# EXERCISE DESCRIPTION
Give the number of lines below that hold "turn", and only that.

[Entries taken from a collection]

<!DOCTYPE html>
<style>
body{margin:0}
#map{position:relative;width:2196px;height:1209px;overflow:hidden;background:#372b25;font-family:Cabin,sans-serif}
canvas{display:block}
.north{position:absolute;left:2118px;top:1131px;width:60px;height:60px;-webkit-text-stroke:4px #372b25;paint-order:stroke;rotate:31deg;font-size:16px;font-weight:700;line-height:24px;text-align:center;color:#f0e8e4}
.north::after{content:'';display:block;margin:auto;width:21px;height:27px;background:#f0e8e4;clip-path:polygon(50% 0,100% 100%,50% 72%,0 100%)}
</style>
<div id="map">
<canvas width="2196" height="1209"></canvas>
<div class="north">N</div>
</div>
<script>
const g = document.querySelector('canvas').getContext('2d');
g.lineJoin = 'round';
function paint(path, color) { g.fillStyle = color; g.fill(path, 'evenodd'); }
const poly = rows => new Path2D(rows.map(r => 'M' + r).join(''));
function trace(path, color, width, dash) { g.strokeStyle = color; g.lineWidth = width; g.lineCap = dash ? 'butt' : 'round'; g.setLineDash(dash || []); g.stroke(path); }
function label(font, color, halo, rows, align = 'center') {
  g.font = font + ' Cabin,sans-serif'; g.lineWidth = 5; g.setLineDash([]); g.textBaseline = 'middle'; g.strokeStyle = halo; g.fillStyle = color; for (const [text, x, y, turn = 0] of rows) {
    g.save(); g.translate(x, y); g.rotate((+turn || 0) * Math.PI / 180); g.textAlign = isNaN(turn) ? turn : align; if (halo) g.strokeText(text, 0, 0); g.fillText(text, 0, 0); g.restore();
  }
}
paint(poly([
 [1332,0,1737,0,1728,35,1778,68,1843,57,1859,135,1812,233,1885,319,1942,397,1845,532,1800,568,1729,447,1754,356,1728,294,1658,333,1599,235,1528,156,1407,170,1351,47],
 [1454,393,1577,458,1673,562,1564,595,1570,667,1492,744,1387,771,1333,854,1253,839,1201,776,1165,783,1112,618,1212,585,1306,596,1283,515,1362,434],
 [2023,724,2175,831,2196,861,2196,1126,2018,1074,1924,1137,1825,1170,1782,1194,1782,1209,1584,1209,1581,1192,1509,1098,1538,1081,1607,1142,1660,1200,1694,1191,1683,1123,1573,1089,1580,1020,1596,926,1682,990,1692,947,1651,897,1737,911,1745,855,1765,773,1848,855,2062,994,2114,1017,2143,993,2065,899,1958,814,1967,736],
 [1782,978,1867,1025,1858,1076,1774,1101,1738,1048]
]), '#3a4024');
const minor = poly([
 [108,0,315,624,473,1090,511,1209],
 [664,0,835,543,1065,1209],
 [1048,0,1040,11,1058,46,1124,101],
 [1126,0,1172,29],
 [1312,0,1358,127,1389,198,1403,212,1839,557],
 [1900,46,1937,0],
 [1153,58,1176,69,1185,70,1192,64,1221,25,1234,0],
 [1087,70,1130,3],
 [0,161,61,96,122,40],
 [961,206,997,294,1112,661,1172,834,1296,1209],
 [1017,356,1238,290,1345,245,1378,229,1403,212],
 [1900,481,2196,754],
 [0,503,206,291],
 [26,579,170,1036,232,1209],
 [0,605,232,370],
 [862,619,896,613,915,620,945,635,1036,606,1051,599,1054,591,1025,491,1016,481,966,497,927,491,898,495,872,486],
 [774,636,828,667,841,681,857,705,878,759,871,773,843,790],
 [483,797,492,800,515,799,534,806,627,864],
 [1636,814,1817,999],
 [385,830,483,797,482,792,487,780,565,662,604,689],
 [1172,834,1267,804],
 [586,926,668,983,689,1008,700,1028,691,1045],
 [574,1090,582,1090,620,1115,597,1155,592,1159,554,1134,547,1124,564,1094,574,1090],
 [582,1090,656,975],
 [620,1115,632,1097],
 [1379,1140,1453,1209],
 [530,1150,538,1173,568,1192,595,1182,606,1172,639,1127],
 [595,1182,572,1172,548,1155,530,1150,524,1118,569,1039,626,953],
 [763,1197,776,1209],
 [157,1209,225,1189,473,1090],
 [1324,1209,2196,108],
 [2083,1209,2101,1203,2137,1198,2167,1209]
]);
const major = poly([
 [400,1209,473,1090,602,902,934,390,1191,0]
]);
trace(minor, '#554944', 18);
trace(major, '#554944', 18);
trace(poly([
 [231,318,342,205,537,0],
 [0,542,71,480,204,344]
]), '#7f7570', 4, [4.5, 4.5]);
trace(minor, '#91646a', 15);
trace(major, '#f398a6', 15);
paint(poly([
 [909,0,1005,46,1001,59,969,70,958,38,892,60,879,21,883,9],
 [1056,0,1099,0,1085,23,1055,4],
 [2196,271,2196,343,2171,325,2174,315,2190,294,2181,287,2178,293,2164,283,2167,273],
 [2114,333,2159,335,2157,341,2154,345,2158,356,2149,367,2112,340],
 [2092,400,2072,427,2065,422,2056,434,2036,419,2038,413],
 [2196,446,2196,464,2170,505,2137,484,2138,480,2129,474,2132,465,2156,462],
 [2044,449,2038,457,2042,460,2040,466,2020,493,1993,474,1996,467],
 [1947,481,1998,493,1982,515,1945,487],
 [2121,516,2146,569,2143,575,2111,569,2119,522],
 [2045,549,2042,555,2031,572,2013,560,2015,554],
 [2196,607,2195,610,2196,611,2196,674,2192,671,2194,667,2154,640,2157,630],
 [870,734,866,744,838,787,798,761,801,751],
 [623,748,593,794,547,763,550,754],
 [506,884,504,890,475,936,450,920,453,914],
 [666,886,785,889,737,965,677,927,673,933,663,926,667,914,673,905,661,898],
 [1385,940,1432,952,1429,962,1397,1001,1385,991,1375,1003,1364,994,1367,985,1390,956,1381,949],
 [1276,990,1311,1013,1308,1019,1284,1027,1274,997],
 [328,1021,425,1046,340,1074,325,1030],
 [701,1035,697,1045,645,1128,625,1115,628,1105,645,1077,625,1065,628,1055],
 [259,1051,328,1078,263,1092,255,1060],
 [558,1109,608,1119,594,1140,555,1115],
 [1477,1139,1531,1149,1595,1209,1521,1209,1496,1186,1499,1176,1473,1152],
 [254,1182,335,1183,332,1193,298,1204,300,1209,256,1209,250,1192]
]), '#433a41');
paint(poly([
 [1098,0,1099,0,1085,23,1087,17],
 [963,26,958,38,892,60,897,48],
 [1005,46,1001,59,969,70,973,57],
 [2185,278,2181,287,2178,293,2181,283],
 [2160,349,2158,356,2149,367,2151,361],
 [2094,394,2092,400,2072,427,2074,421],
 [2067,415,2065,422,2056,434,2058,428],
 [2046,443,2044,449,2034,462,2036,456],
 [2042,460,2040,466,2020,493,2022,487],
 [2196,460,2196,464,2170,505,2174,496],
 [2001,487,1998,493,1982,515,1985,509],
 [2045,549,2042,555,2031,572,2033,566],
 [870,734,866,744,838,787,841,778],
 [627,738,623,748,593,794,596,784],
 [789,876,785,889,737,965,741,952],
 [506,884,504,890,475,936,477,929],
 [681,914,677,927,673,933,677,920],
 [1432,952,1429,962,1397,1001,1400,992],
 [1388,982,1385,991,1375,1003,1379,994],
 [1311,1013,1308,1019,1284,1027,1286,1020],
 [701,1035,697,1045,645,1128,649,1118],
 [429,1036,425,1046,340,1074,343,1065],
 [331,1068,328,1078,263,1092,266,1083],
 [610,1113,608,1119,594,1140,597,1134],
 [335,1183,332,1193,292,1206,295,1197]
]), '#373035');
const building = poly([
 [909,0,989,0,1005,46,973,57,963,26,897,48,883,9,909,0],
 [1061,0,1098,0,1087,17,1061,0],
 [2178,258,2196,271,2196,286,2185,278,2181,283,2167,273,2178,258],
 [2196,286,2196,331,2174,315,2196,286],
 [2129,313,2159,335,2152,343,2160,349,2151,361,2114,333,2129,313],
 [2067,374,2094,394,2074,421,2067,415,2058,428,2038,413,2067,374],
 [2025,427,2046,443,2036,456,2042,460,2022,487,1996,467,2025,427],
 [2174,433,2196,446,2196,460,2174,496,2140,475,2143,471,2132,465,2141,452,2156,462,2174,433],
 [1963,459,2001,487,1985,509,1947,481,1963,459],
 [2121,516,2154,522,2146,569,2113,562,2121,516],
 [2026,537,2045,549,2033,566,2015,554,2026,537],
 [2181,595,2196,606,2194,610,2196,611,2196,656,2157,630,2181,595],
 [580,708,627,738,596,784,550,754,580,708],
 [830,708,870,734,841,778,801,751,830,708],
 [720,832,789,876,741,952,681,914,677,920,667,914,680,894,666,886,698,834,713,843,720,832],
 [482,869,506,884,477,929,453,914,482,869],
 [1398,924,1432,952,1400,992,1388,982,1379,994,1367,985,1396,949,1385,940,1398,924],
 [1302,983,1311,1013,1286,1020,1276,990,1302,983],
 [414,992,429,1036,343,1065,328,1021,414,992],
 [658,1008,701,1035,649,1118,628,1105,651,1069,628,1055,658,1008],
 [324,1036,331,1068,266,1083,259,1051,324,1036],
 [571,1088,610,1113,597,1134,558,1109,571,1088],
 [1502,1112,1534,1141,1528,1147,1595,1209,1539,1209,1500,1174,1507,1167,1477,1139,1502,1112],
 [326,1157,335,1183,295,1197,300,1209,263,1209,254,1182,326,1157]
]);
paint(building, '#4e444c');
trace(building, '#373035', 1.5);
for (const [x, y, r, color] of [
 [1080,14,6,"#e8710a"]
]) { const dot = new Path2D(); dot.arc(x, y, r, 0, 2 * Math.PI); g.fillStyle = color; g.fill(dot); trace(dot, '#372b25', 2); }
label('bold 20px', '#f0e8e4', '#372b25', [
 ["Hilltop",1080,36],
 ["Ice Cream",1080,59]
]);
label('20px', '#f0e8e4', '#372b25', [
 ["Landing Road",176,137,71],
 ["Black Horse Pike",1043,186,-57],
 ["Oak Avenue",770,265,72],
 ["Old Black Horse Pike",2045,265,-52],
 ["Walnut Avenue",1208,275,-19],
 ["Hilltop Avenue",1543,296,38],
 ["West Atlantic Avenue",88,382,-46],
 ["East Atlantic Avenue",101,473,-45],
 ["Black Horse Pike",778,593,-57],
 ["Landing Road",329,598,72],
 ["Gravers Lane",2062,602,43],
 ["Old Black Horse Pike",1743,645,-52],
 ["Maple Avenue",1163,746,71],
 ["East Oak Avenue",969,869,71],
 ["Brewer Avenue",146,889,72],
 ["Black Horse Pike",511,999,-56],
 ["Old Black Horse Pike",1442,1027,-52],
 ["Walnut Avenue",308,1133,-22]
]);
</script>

# TASK ANSWER
2